What is required: Show every line of the data where the word "function" can be found.

(Data for processing Opens)

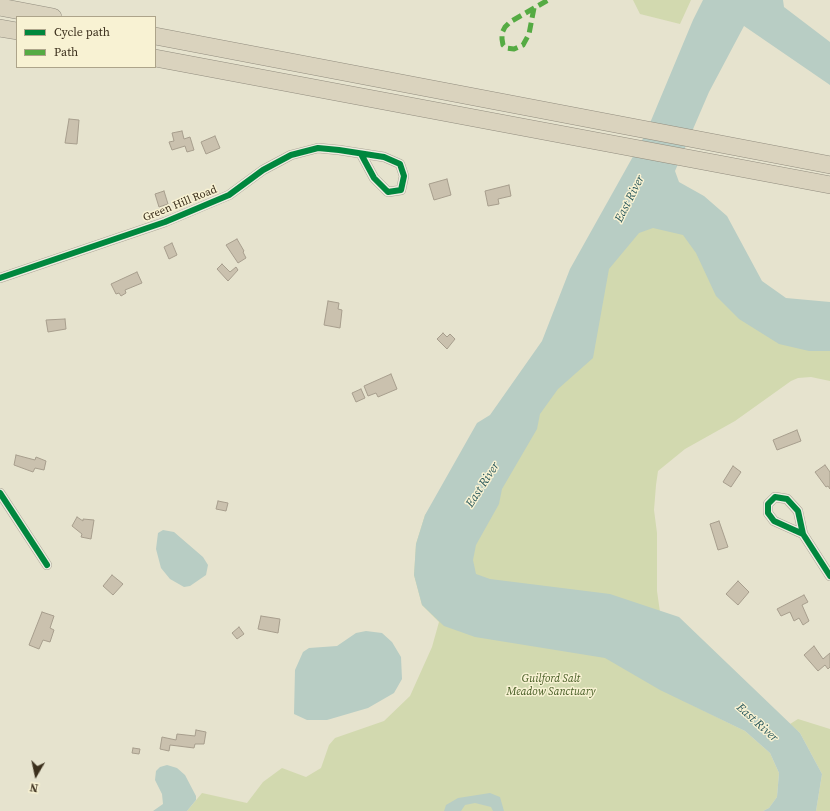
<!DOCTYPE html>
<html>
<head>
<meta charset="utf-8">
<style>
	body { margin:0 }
	#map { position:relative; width:830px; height:811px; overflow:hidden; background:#e6e3ce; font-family:"Source Serif 4",serif }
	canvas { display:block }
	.legend { position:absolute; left:16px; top:16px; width:140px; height:52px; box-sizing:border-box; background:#f8f2d3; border:1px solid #ada48a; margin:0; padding:5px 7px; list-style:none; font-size:12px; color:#3c301d }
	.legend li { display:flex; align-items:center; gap:8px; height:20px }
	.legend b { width:20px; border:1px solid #ada48a }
	.north { position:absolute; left:16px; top:755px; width:40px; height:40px; -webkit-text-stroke:3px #f8f2d3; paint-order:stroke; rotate:189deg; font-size:11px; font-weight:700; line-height:16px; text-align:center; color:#3c301d }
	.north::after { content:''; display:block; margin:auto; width:14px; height:18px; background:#3c301d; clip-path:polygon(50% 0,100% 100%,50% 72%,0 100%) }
</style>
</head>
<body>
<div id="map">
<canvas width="830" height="811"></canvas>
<ul class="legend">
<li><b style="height:5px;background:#00873e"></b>Cycle path</li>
<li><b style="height:5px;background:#55ab43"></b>Path</li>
</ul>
<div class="north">N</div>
</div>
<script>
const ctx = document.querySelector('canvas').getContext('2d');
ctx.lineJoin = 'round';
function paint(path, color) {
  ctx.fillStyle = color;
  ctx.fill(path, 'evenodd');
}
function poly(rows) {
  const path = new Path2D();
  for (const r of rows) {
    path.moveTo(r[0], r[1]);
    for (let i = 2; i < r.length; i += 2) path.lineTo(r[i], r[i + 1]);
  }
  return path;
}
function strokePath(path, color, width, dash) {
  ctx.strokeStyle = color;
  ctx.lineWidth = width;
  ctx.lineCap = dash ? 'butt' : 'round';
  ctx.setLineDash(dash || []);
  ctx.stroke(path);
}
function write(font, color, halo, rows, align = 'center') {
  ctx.font = font + ' "Source Serif 4",serif';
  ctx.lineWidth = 3;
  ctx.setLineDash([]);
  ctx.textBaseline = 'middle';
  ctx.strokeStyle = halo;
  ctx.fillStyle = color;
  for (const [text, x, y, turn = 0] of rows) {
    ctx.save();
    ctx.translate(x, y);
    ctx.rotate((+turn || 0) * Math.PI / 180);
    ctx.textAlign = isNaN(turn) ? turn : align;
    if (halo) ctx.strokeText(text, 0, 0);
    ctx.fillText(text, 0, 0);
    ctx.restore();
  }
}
paint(poly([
	[633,0,691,0,680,24,640,14],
	[631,193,741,279,830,318,830,381,811,377,798,378,791,381,735,421,685,449,658,471,656,485,654,510,657,533,657,591,661,619,684,701,745,731,770,753,779,773,777,797,769,808,763,811,187,811,202,793,247,803,263,782,282,768,306,777,321,768,329,745,335,738,384,721,410,696,432,647,439,622,422,605,414,575,416,544,425,515,536,380],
	[798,719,830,729,830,811,816,811,822,774,800,733,790,724]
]), '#d2d9af');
paint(poly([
	[703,0,783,0,784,7,830,42,830,85,744,26,709,92,675,171,679,182,704,196,727,216,762,281,786,298,830,302,830,351,809,351,779,344,739,319,716,296,696,253,683,235,653,228,639,233,609,269,593,358,558,389,540,414,537,429,502,489,499,504,476,545,473,560,476,574,490,579,610,594,679,617,800,733,822,774,816,811,763,811,769,808,777,797,779,773,770,753,745,731,660,690,605,658,475,637,444,626,422,605,414,575,416,544,425,515,477,423,490,415,542,341,570,269,645,135,693,20],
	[163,530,174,532,203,557,208,565,206,575,190,586,184,587,170,579,161,568,156,549,158,533],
	[366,631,382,633,392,642,401,657,402,679,394,693,368,708,327,720,307,720,294,714,295,670,303,652,309,648,337,646,356,633],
	[167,765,177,768,185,775,196,796,196,800,187,811,153,811,163,804,162,794,155,780,156,771,160,767],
	[490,793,500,797,504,811,493,811,491,807,475,803,465,805,461,811,444,811,446,805,458,798]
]), '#b8cdc4');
const building = poly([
	[69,119,79,120,77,144,65,143,69,119],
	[182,131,184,139,190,137,194,150,187,152,185,146,172,150,169,142,174,141,172,133,182,131],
	[215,136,220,148,206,154,201,142,215,136],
	[447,179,451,195,434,200,429,184,447,179],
	[509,185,511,196,498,199,499,204,488,206,485,191,509,185],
	[164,191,168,204,159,207,155,194,164,191],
	[237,239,244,251,243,252,246,258,238,263,226,245,237,239],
	[172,243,177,255,169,259,164,247,172,243],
	[222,264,230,272,236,267,238,270,228,281,217,269,222,264],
	[137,272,142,283,125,290,126,293,121,296,119,293,116,294,111,284,137,272],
	[328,301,339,303,338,309,342,310,340,328,324,325,328,301],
	[65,319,66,329,48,332,46,320,65,319],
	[443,333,447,337,450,334,455,339,447,349,437,339,443,333],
	[391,374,397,389,378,397,376,393,368,396,364,386,391,374],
	[361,389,365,398,356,402,352,393,361,389],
	[797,430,801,441,777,450,773,440,797,430],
	[16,455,35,460,36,457,46,461,44,470,35,468,33,472,14,465,16,455],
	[825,465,830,472,830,489,828,486,826,487,815,472,825,465],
	[733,466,741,472,731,487,723,482,733,466],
	[218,501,228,503,226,511,216,509,218,501],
	[77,517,83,521,83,519,94,520,91,539,81,537,82,534,72,526,77,517],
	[719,521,728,547,718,550,710,524,719,521],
	[112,575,123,584,113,595,103,586,112,575],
	[738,581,749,592,738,605,726,594,738,581],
	[804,595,808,602,802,605,809,621,803,625,799,618,794,621,790,612,781,616,777,609,804,595],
	[42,612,54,616,50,628,54,630,50,642,43,640,39,649,29,645,42,612],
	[261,616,280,619,278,633,258,629,261,616],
	[239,627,244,634,237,639,232,633,239,627],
	[814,646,823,659,830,653,830,667,828,669,825,665,818,671,804,655,814,646],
	[196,730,206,732,204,744,195,744,194,748,170,745,169,751,160,749,162,737,176,740,177,734,195,736,196,730],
	[133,748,140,749,139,754,132,753,133,748]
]);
paint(building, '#cac1ae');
strokePath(building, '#a79e8d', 1);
const minor = poly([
	[0,278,165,222,229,195,263,170,291,155,318,148,339,150,384,157,400,164,404,176,401,190,388,192,374,178,361,154],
	[0,493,47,565],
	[803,534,774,521,768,513,768,504,775,497,787,499,798,511,803,534,830,576]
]);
const motorway = poly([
	[0,7,53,17],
	[0,28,17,31],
	[155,36,830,165],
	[155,58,830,185]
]);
strokePath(minor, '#aca696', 10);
strokePath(motorway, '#918c7e', 18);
strokePath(minor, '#eeece0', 9);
strokePath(motorway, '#dad3be', 17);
strokePath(poly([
	[534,8,529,34,523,45,514,49,506,48,503,45,502,39,502,33,505,27,510,22,548,0]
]), '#55ab43', 5, [10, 5]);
strokePath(poly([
	[0,278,165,222,229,195,263,170,291,155,318,148,339,150,384,157,400,164,404,176,401,190,388,192,374,178,361,154],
	[0,493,47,565],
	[803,534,774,521,768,513,768,504,775,497,787,499,798,511,803,534,830,576]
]), '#00873e', 6);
write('11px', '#3c301d', '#f8f2d3', [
	["Green Hill Road",180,204,-22]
]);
write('italic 11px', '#445a22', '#f8f2d3', [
	["Guilford Salt",551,679],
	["Meadow Sanctuary",551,692]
]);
write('italic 12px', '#2b595c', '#f8f2d3', [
	["East River",630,199,-63],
	["East River",483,485,-57],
	["East River",757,723,42]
]);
</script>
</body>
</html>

(Data for processing Closes)

Problem solution:
function paint(path, color) {
function poly(rows) {
function strokePath(path, color, width, dash) {
function write(font, color, halo, rows, align = 'center') {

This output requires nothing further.